Breakingviews - Deutsche Bank’s Brunei hotel ban raises moral bar

French chef Alain Ducasse poses in the dining room at the Le Meurice Restaurant in Paris September 4, 2013. REUTERS/Charles Platiau

LONDON (Reuters Breakingviews) - Deutsche Bank’s latest strategy for boosting its appeal may be its most effective yet: the German lender headed by Christian Sewing has banned staff from Dorchester Collection hotels after its owner, the government of Brunei, implemented homophobic laws. Shareholders will welcome the fact that employees of a bank whose costs ate up 93 percent of revenue last year will no longer frequent a chain which charges nearly 400 pounds a night for a standard room in London. However, the decision raises the moral bar.

Brunei’s state-owned investment agency owns the Dorchester Collection hotel group, which includes luxury venues such as The Beverly Hills Hotel and Hotel Bel-Air in Los Angeles. Oscar-winning actor George Clooney called for a boycott after the government implemented Islamic laws which would impose the death penalty for homosexuality or adultery. Celebrities including singer Elton John have joined in.

Shunning the sultanate is relatively painless for Deutsche, which has limited business in Brunei. Yet like many of its global peers the bank continues to operate in Saudi Arabia, which also has stringent anti-homosexuality laws. Goldman Sachs CEO David Solomon recently met government-linked clients in the desert kingdom.

Banks and other big multinationals long argued that they had to accept the laws of countries where they do business. But pressure from customers and shareholders is forcing them to set out moral positions. Employers’ efforts to attract and retain a diverse workforce in the West is also increasingly hard to square with maintaining links with repressive regimes.

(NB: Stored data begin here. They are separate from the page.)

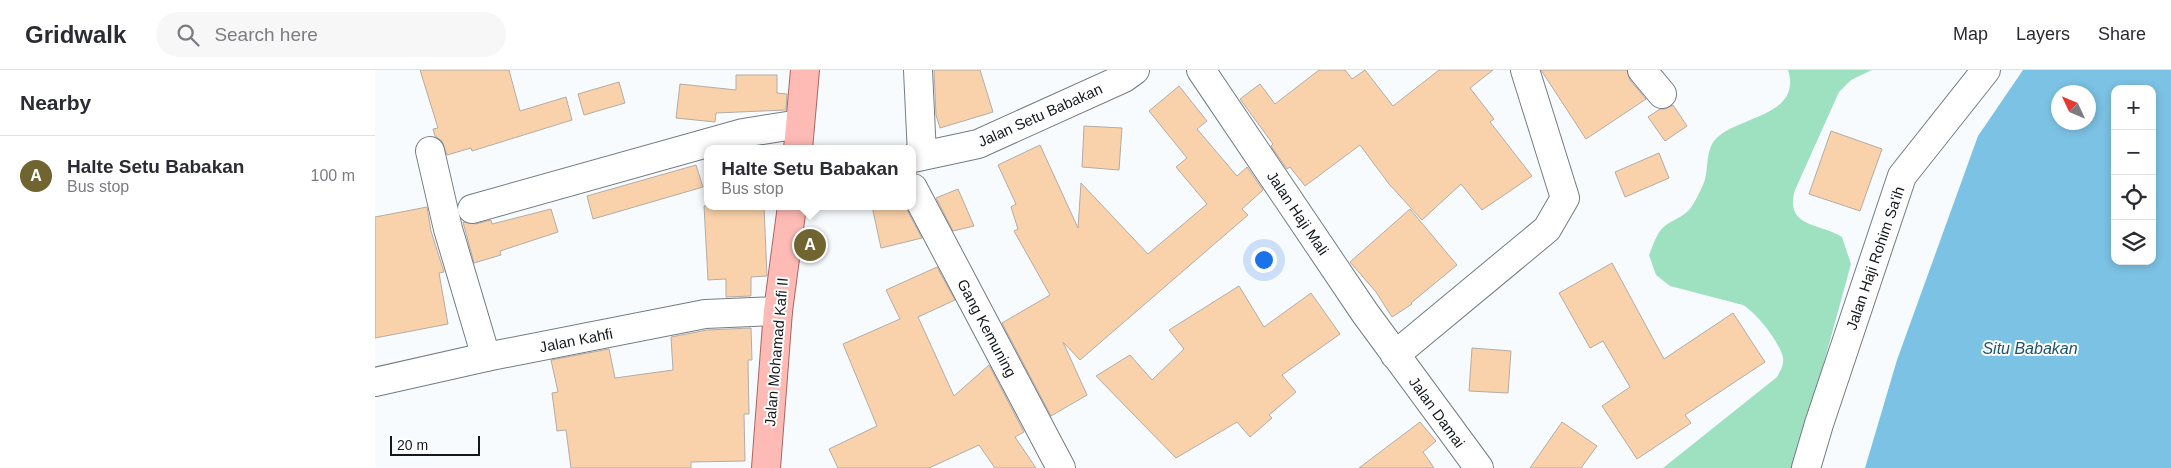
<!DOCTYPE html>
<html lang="en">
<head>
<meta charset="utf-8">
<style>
	:root { --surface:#fff; --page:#f7f7f7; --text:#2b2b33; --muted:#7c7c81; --line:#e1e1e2; --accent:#706431 }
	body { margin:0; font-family:Helvetica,sans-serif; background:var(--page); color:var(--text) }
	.controls { position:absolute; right:15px; top:15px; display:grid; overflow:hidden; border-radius:10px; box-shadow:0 2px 8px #0003 }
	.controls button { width:45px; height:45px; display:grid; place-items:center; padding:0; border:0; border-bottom:1px solid var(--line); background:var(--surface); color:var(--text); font:25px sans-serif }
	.compass { position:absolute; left:1676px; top:15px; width:45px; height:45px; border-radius:50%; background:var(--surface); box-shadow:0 2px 8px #0003; rotate:314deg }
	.scale { position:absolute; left:15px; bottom:12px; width:90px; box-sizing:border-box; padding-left:5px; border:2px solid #15181b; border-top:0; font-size:14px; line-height:18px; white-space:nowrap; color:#15181b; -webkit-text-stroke:4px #fff; paint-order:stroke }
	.you { position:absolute; left:888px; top:189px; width:18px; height:18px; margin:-12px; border:4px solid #fff; border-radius:50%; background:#1a73e8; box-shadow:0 0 0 8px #1a73e833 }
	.badge { display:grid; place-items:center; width:32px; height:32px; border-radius:50%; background:var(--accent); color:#fff; font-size:16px; font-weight:700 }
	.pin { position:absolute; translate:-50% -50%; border:2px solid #fff; box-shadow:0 1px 5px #0006 }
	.popup { position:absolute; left:329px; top:75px; width:212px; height:65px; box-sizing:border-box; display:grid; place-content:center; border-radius:10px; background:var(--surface); filter:drop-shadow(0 1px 4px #0005); font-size:16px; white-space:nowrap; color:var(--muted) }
	.popup b { font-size:19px; color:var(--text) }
	.popup::after { content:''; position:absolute; left:50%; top:100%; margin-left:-10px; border:10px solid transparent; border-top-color:var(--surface) }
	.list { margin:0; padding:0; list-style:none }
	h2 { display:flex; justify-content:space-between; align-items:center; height:65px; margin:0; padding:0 20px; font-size:21px }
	h2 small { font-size:16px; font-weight:400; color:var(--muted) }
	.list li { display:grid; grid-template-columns:32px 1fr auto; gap:15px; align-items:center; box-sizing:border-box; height:80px; padding:0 20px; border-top:1px solid var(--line) }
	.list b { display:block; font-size:19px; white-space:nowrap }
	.list p { margin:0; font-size:16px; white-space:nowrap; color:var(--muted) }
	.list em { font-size:16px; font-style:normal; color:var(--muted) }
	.icon { flex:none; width:28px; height:28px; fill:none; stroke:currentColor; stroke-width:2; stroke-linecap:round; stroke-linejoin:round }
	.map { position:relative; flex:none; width:1796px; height:398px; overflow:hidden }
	header { display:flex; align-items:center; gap:30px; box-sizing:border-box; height:70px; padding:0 25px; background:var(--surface); border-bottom:1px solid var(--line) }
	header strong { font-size:24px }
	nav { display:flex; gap:28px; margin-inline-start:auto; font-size:18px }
	.search { width:350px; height:45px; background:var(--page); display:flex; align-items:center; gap:12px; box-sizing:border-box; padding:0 18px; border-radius:28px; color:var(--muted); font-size:19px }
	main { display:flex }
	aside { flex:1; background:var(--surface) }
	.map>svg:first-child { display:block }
	.green { fill:#9ee1c1 }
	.water { fill:#7cc2e4; fill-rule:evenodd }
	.building { fill:#f9d1aa; stroke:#b4aca5 }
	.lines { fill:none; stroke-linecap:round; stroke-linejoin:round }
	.minor-casing { stroke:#747c83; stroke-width:30 }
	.major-casing { stroke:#ac645f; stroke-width:30 }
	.minor { stroke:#fff; stroke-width:28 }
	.major { stroke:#febbb5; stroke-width:28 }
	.labels { text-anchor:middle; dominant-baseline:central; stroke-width:4; stroke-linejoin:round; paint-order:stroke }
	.street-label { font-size:15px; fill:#15181b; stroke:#fff }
	.water-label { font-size:16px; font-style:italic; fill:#1c546c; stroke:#fff }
</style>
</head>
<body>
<header>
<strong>Gridwalk</strong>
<div class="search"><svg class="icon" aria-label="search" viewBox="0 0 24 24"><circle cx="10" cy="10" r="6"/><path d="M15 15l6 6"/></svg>Search here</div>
<nav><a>Map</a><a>Layers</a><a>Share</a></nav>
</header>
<main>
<aside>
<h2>Nearby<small></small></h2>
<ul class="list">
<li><span class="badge">A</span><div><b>Halte Setu Babakan</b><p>Bus stop</p></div><em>100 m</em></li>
</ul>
</aside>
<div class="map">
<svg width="1796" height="398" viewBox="0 0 1796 398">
	<rect width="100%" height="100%" fill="#f8fbfe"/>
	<path class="green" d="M1413,0H1497L1476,10L1464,22L1420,120C1409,158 1445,153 1467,167L1476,194L1420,398H1288L1402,307C1405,301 1409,296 1408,288C1406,274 1381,242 1368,235L1295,216L1281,205L1274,185C1277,178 1280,168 1285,161C1291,152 1305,149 1313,141C1319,135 1324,123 1328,115C1334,103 1330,83 1339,71C1359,46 1428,48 1413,0Z"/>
	<path class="water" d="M1648,0H1796V398H1490L1522,290L1603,66ZM1740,19H1777V191H1740ZM1684,22H1714V52H1684Z"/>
	<g class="building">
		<polygon points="45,0 134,0 145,41 191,27 197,50 97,81 96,78 72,85 67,71 60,66 58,59 63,58"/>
		<polygon points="559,0 605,0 618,42 565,58 561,45"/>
		<polygon points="944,0 970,0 977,9 990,0 1018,36 1064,0 1118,0 1095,18 1119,49 1115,52 1157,106 1107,140 1086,114 1047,150 1014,114 985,75 930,116 915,97 912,99 896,76 898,74 865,29 885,14 900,34"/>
		<polygon points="1166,0 1252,0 1255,10 1271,29 1211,69"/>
		<polygon points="361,5 402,5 402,23 412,24 411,40 341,43 340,52 301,48 305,14 361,20"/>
		<polygon points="244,12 250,33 209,45 203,24"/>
		<polygon points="804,16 832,51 822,59 862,106 872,97 888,120 867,139 873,145 705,290 688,272 712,325 676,346 627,253 675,225 639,161 643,159 636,137 641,134 623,95 665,75 703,158 706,113 773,184 832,134 801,97 812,88 774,41"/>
		<polygon points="1298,35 1312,56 1290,71 1273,47 1285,39 1290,39"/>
		<polygon points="709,56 747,58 744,100 707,97"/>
		<polygon points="1456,61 1507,79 1485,141 1434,124"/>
		<polygon points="1284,83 1294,108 1250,127 1240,102"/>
		<polygon points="321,95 328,117 218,149 212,126"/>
		<polygon points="583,119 599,156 578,161 561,128"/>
		<polygon points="329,136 389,136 392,206 376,207 376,226 351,227 351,209 333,210"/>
		<polygon points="497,136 530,136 547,168 506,178"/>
		<polygon points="52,137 56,161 69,202 64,203 73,254 0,268 0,147"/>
		<polygon points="176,139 183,162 125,181 126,185 99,193 88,152 101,154 116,150 117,154"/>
		<polygon points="1035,139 1082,195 1036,233 1037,234 1017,247 1001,222 975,192"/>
		<polygon points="1237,193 1289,289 1358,243 1390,292 1310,345 1316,353 1262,389 1227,336 1255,317 1228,271 1215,278 1184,223"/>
		<polygon points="562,197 580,230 543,247 579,326 614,295 649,362 640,367 661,398 620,398 604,375 554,398 463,398 454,379 502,356 468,274 525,249 511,220"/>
		<polygon points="864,216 889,257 936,223 965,264 907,305 921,322 894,345 897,348 875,367 862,352 801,388 721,306 755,285 777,310 809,279 794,260"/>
		<polygon points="376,258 377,290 373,290 374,344 369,344 370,391 316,392 316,398 196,398 191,360 182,361 177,323 183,322 176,290 234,279 240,308 298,300 296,267 332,260"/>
		<polygon points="1097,278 1136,281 1133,323 1094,321"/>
		<polygon points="1045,352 1061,371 1048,382 1059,398 984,398"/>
		<polygon points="1187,352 1222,376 1206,398 1155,398"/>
	</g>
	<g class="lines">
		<g class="minor-casing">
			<g id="minor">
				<polyline points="543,0 547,85"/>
				<polyline points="826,0 990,243 1104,398"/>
				<polyline points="1267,0 1287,24"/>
				<polyline points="55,81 73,159 111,287"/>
				<polyline points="538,88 603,74 749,8 760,0"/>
				<polyline points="538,118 686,398"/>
				<polyline points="97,139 368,63 425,54"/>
				<polyline points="1020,285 1172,159 1190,128 1150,0"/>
				<polyline points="0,312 111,287 330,244 403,241"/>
				<polyline points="1431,398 1444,354 1527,106 1611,0"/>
			</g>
		</g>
		<g class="major-casing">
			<g id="major">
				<polyline points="423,79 430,0"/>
				<polyline points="391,398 403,241 417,136"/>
			</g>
		</g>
		<use href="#minor" class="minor"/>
		<use href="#major" class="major"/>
	</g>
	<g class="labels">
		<g class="street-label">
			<text transform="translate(665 45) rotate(-24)">Jalan Setu Babakan</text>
			<text transform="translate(923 143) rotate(56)">Jalan Haji Mali</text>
			<text transform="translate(1500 188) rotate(-71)">Jalan Haji Rohim Sa'ih</text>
			<text transform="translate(612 258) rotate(62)">Gang Kemuning</text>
			<text transform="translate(201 270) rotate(-11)">Jalan Kahfi</text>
			<text transform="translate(401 282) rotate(-85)">Jalan Mohamad Kafi II</text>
			<text transform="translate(1062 342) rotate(54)">Jalan Damai</text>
		</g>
		<g class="water-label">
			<text x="1655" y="278">Situ Babakan</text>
		</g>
	</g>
</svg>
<div class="controls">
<button>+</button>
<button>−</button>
<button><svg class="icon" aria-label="locate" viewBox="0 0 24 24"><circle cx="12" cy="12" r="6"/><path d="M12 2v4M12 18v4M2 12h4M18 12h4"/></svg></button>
<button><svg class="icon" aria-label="layers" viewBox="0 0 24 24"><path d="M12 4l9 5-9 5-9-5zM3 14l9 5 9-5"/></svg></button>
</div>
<svg class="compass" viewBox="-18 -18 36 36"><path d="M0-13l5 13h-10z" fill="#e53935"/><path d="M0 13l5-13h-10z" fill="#7c7c81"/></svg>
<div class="scale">20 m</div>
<div class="you"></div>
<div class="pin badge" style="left:435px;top:175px">A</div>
<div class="popup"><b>Halte Setu Babakan</b>Bus stop</div>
</div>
</main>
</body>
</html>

Big companies generally muster two defences. The first is that if the government is moving in the right direction, a boycott would be counter-productive. This is how companies justified their presence in Saudi Arabia – which recently allowed women to drive – at least until the brutal murder of journalist Jamal Khashoggi by Saudi agents last year. The second defence is that companies have an obligation to their shareholders to weigh the costs of boycotting certain countries against the reputational damage of working with them.

Increased investor demand for companies to meet a range of social and environmental criteria means banks especially will face more awkward questions about business in illiberal countries. So while Deutsche’s Brunei boycott may be relatively cost-free, it will face bigger financial tests in the future.